Direct evidence of the cyclooxygenase pathway of prostaglandin synthesis in arthropods: Genetic and biochemical characterization of two crustacean cyclooxygenases

Prostaglandins, well-known lipid mediators in vertebrate animals, have also shown to play certain regulatory roles in insects and other arthropods acting on reproduction, immune system and ion transport. However, knowledge of their biosynthetic pathways in arthropods is lacking. In the present study, we report the cloning and expression of cyclooxygenase (COX) from amphipod crustaceans Gammarus spp and Caprella spp. The amphipod COX proteins contain key residues shown to be important for cyclooxygenase and peroxidase activities. Differently from all other known cyclooxygenases the N-terminal signal sequence of amphipod enzymes is not cleaved during protein expression in mammalian cells.
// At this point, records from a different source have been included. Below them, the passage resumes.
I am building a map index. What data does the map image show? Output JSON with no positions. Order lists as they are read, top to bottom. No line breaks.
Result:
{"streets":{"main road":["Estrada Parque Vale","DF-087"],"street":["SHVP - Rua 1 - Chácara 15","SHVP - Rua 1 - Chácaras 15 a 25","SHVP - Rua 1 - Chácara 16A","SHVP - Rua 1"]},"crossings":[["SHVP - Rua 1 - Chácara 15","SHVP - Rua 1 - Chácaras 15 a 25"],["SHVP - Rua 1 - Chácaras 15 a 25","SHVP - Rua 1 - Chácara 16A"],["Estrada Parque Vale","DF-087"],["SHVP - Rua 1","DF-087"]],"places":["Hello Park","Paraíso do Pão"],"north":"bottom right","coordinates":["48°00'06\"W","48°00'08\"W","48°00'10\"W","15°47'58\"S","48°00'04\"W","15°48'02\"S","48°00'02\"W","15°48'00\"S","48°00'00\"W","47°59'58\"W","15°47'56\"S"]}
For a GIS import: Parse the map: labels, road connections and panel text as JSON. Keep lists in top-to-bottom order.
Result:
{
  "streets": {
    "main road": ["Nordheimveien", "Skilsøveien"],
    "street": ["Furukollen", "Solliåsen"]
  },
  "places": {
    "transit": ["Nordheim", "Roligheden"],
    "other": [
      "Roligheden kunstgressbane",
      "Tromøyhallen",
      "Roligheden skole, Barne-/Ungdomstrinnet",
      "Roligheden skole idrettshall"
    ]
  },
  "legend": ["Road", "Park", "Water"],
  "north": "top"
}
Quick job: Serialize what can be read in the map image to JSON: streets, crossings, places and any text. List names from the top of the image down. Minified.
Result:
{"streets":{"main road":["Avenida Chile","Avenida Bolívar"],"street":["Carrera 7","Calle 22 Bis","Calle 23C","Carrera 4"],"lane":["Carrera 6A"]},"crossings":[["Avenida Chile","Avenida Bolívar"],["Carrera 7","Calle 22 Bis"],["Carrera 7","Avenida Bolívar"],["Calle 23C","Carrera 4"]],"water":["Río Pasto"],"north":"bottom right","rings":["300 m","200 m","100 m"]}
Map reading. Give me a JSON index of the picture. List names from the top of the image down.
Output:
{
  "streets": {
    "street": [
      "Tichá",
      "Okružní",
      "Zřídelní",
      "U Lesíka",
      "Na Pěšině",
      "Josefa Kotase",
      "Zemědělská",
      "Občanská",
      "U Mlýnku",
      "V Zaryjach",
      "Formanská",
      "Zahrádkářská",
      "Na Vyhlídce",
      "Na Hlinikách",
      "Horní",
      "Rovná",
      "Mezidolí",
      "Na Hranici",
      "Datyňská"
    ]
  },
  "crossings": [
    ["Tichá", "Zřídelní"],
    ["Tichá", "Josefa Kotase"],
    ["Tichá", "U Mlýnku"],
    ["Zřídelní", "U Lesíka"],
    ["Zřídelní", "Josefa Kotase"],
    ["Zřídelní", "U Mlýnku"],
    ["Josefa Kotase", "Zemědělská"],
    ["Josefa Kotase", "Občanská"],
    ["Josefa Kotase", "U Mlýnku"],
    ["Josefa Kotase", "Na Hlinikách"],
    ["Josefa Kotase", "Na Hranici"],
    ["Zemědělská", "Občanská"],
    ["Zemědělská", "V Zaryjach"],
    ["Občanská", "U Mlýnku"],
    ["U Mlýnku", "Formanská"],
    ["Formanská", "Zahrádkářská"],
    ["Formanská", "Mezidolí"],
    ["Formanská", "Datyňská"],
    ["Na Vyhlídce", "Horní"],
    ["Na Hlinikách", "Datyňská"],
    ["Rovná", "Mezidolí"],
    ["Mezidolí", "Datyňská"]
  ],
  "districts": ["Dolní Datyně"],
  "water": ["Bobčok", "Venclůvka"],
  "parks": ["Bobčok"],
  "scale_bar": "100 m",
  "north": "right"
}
The C-terminus of amphipod COX is shorter than that of mammalian isoforms and lacks the KDEL(STEL)-type endoplasmic reticulum retention/retrieval signal. Despite that, amphipod COX proteins are N-glycosylated and locate similarly to the vertebrate COX on the endoplasmic reticulum and nuclear envelope. Both amphipod COX mRNAs encode functional cyclooxygenases that catalyze the transformation of arachidonic acid into prostaglandins. Using bioinformatic analysis we identified a COX-like gene from the human body louse Pediculus humanus corporis genome that encodes a protein with about 30% sequence identity with human COX-1 and COX-2. Although the COX gene is known to be absent from genomes of Drosophila sp., Aedes aegypti, Bombyx mori, and other insects, our studies establish the existence of the COX gene in certain lineages within the insect world.